'''
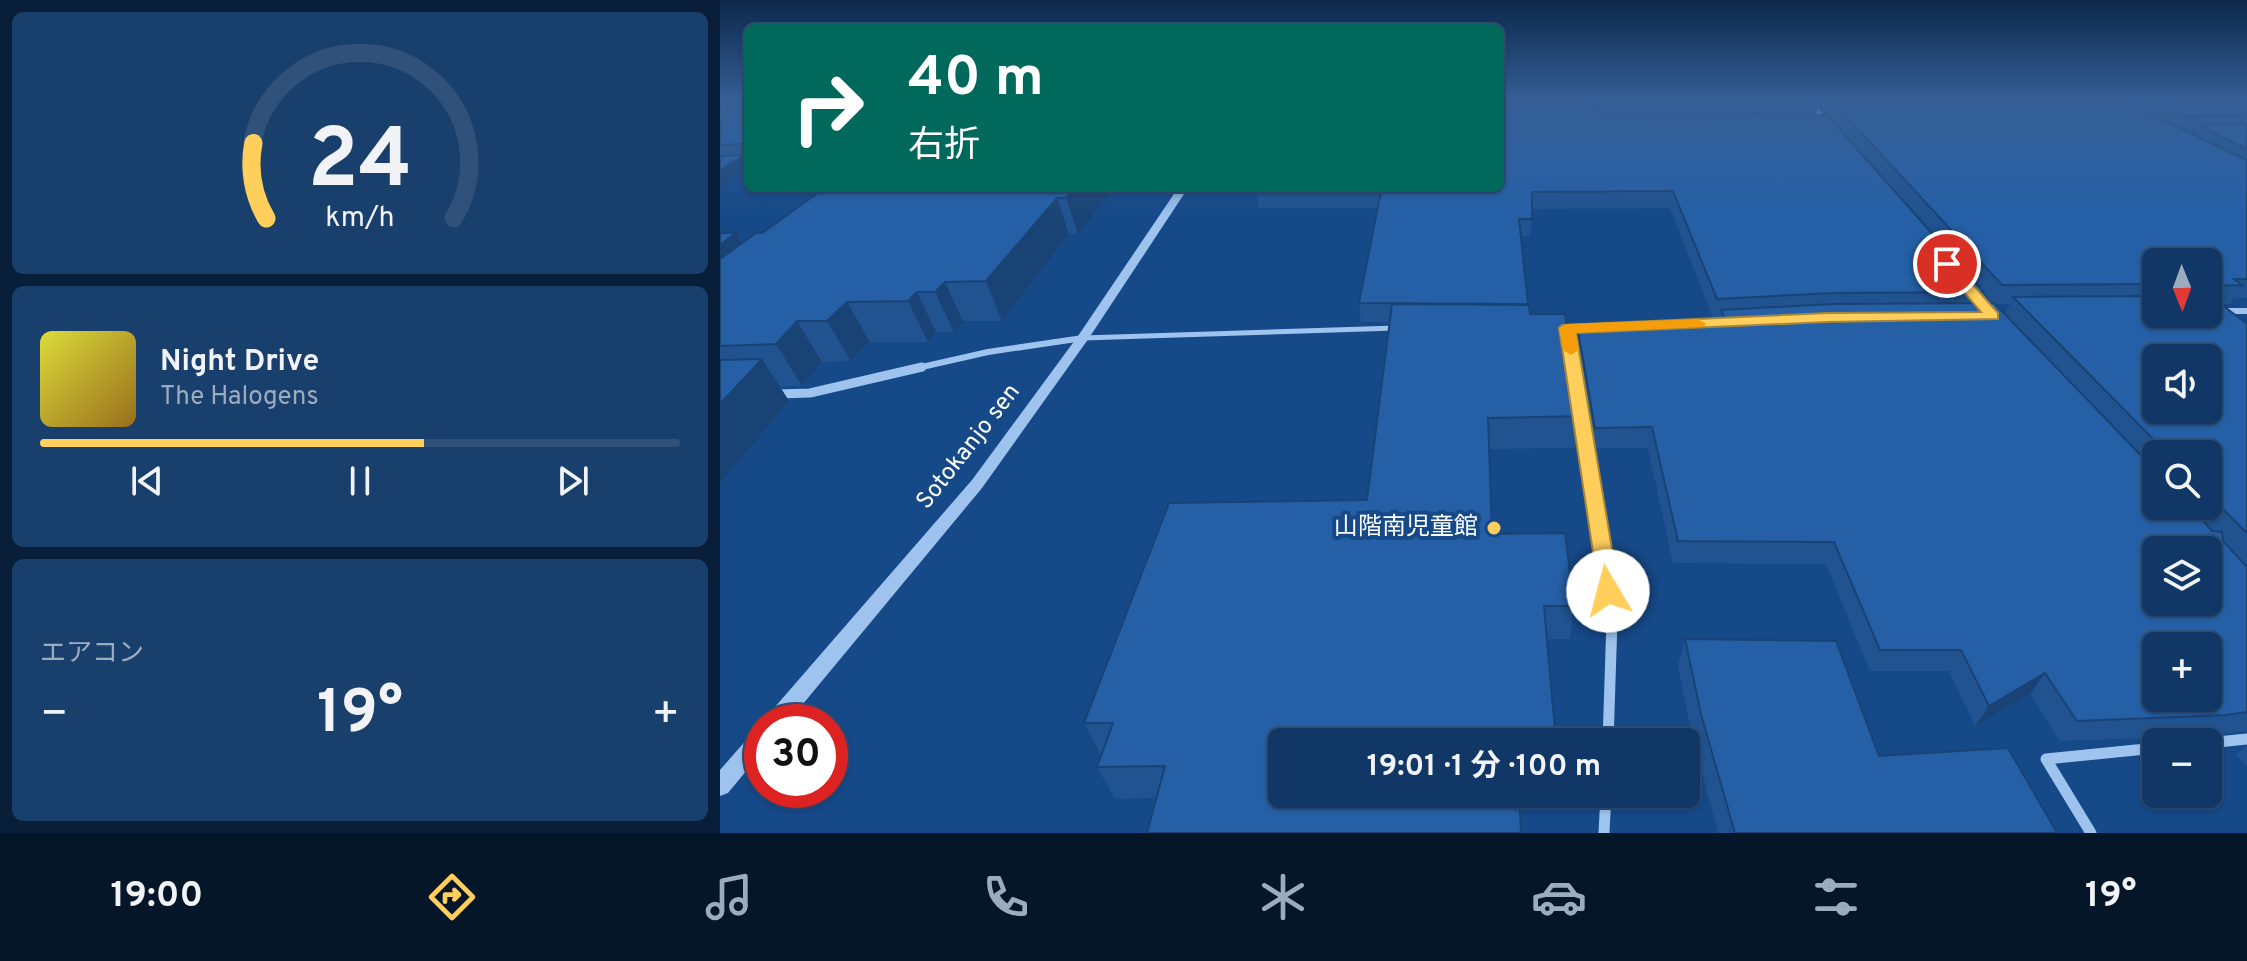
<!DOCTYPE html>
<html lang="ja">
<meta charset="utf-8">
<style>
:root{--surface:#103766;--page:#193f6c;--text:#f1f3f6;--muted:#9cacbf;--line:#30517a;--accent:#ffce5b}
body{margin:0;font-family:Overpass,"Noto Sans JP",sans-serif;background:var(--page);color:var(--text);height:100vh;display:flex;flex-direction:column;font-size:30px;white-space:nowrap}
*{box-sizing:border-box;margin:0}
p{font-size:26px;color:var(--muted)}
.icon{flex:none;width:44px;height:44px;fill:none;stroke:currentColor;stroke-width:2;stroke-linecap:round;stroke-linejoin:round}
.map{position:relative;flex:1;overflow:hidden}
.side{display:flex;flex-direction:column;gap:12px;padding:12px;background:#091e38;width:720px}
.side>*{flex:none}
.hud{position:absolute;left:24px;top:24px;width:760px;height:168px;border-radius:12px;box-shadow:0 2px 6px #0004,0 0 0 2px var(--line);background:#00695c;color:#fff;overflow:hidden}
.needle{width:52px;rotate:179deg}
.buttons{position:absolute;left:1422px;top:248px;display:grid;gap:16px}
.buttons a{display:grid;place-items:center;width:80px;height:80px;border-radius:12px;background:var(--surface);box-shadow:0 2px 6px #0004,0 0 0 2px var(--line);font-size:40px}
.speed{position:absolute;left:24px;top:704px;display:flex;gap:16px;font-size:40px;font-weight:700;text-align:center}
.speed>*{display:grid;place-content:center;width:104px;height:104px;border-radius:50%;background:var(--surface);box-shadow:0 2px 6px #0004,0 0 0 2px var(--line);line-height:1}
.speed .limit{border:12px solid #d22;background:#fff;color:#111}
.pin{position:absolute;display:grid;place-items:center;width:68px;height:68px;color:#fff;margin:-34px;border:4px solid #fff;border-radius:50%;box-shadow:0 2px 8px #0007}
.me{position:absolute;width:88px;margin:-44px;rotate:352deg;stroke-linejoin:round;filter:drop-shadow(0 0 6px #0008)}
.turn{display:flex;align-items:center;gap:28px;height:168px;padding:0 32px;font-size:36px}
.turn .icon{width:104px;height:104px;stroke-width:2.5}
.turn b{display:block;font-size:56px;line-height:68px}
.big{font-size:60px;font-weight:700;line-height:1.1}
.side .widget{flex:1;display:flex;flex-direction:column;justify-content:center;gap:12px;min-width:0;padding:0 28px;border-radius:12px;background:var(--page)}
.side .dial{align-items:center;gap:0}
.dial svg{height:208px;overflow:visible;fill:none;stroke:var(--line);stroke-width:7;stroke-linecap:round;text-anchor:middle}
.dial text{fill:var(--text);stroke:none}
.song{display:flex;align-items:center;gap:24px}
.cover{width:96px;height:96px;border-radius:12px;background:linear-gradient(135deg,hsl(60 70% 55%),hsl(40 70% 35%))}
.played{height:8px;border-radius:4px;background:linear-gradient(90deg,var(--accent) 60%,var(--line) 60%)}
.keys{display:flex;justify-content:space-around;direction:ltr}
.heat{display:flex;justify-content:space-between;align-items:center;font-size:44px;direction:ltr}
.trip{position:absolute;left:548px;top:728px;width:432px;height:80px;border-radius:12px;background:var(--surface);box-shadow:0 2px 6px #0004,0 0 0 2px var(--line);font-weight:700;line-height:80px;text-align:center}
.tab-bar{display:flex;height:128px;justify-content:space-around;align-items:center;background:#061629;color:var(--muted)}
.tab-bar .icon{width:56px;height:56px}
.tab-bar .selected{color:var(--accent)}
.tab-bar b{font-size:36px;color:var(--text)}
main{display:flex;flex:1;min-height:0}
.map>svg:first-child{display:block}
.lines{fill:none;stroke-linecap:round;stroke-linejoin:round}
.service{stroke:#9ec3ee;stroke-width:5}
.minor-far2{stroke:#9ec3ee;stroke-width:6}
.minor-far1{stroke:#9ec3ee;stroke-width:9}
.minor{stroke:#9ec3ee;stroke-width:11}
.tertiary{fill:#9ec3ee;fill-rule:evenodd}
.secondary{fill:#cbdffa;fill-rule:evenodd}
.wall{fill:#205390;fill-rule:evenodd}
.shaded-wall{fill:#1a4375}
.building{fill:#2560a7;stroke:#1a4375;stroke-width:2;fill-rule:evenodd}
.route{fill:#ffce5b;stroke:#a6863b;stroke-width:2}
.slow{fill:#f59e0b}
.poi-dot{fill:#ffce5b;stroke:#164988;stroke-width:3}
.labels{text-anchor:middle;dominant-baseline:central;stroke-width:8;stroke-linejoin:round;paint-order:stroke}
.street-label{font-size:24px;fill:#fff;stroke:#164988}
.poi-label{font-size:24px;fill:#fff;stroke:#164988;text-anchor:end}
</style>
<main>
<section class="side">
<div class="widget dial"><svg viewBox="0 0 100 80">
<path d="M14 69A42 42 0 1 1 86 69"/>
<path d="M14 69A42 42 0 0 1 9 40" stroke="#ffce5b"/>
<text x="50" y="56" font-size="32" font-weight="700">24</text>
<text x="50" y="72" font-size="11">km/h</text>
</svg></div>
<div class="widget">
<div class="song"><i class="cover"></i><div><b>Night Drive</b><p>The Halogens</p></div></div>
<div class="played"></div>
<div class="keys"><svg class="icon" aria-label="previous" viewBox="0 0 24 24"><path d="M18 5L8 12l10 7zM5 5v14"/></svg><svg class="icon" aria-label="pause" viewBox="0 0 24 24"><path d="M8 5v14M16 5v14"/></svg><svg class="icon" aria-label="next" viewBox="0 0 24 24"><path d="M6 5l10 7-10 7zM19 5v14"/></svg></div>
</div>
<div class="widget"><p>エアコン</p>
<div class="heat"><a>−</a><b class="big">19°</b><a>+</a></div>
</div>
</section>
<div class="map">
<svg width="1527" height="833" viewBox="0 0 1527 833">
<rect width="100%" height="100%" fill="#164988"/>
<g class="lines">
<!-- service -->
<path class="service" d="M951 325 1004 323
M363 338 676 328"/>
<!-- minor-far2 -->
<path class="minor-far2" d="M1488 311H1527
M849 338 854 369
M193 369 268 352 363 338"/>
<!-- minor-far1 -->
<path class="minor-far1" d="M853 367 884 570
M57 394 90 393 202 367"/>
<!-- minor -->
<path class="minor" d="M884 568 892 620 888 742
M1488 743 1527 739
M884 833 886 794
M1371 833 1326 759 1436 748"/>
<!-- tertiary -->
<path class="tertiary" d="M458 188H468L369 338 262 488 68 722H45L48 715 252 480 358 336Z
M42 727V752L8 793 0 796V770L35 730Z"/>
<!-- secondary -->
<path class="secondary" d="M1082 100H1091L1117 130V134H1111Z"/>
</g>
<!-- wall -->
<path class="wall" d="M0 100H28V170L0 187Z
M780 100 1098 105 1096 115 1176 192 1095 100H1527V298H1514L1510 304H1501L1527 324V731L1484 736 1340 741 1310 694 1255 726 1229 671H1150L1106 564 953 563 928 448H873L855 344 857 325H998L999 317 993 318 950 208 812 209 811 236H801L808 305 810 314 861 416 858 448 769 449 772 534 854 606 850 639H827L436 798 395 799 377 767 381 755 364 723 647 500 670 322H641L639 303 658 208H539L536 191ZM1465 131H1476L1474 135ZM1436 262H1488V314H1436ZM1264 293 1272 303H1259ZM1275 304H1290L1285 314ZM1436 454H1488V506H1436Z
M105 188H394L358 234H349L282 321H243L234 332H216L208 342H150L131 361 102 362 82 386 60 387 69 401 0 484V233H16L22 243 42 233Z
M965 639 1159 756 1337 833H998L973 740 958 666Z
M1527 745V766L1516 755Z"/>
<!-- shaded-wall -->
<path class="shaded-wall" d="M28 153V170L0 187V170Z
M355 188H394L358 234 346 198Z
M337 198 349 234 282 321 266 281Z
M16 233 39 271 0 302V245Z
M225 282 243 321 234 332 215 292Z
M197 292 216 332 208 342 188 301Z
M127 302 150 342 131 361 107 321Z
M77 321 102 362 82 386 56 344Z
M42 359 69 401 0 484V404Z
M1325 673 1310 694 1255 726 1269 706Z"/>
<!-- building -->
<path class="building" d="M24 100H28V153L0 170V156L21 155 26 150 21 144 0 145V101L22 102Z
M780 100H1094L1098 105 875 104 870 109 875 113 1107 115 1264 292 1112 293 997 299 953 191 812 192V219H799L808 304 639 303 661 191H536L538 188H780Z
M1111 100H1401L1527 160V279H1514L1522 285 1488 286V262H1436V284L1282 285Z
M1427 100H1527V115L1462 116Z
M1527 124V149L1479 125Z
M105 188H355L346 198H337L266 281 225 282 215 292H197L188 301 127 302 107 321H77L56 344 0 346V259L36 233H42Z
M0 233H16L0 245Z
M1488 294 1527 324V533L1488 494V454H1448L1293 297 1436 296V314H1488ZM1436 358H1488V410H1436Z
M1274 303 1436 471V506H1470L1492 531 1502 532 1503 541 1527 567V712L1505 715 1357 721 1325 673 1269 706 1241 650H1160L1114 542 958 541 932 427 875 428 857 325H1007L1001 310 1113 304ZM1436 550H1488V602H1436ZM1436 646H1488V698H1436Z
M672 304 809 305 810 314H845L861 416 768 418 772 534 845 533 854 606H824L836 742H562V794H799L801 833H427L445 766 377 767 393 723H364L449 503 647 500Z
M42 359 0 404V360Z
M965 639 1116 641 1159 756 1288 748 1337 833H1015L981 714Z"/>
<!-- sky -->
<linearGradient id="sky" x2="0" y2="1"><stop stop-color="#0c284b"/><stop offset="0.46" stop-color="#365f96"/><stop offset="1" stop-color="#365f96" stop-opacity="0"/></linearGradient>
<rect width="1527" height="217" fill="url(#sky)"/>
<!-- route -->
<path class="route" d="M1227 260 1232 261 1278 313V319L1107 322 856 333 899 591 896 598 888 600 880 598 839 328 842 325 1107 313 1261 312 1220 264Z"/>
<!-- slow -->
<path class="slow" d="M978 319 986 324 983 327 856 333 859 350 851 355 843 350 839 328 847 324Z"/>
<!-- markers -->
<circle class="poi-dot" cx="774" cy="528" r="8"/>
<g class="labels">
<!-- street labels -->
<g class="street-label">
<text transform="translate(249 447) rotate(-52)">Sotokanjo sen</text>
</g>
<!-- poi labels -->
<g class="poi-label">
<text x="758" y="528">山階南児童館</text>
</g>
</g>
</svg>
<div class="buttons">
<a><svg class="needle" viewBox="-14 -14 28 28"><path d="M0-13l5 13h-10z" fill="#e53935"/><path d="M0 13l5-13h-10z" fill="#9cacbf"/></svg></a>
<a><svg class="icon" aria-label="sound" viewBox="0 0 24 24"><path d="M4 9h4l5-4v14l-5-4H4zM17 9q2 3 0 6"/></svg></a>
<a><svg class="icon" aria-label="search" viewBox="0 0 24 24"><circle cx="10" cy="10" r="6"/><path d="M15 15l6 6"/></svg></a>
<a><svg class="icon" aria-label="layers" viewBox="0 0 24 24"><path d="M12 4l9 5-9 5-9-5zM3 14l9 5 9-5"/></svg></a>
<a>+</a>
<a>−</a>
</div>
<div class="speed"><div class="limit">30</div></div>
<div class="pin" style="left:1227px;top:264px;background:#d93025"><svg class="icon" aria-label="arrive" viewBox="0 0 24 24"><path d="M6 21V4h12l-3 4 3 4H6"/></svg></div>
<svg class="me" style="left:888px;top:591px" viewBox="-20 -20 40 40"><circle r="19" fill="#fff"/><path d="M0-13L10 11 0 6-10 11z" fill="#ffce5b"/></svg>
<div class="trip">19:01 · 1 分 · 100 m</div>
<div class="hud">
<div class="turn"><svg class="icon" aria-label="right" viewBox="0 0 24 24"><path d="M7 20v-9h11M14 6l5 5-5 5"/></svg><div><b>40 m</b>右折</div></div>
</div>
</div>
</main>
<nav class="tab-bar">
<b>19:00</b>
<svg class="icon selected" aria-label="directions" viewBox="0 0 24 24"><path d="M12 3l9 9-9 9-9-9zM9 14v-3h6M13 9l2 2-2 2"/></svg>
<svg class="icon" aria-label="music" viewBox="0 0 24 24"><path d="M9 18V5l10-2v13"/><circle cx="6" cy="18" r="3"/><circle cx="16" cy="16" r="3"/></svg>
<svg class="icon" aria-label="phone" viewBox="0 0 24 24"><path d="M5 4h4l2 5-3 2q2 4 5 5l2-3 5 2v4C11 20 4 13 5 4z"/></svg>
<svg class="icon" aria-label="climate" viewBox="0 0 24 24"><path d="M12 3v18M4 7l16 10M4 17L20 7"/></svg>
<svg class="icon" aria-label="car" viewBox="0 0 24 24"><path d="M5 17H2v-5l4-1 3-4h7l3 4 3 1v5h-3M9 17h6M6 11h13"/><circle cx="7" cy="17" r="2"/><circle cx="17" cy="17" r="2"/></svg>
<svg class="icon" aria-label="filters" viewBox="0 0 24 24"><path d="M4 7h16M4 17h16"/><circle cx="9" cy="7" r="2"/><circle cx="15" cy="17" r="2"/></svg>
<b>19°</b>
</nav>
'''
Exercise requirements: Count each line of the data where the word "lines" appears, then reply with the total only.

Answer below: 2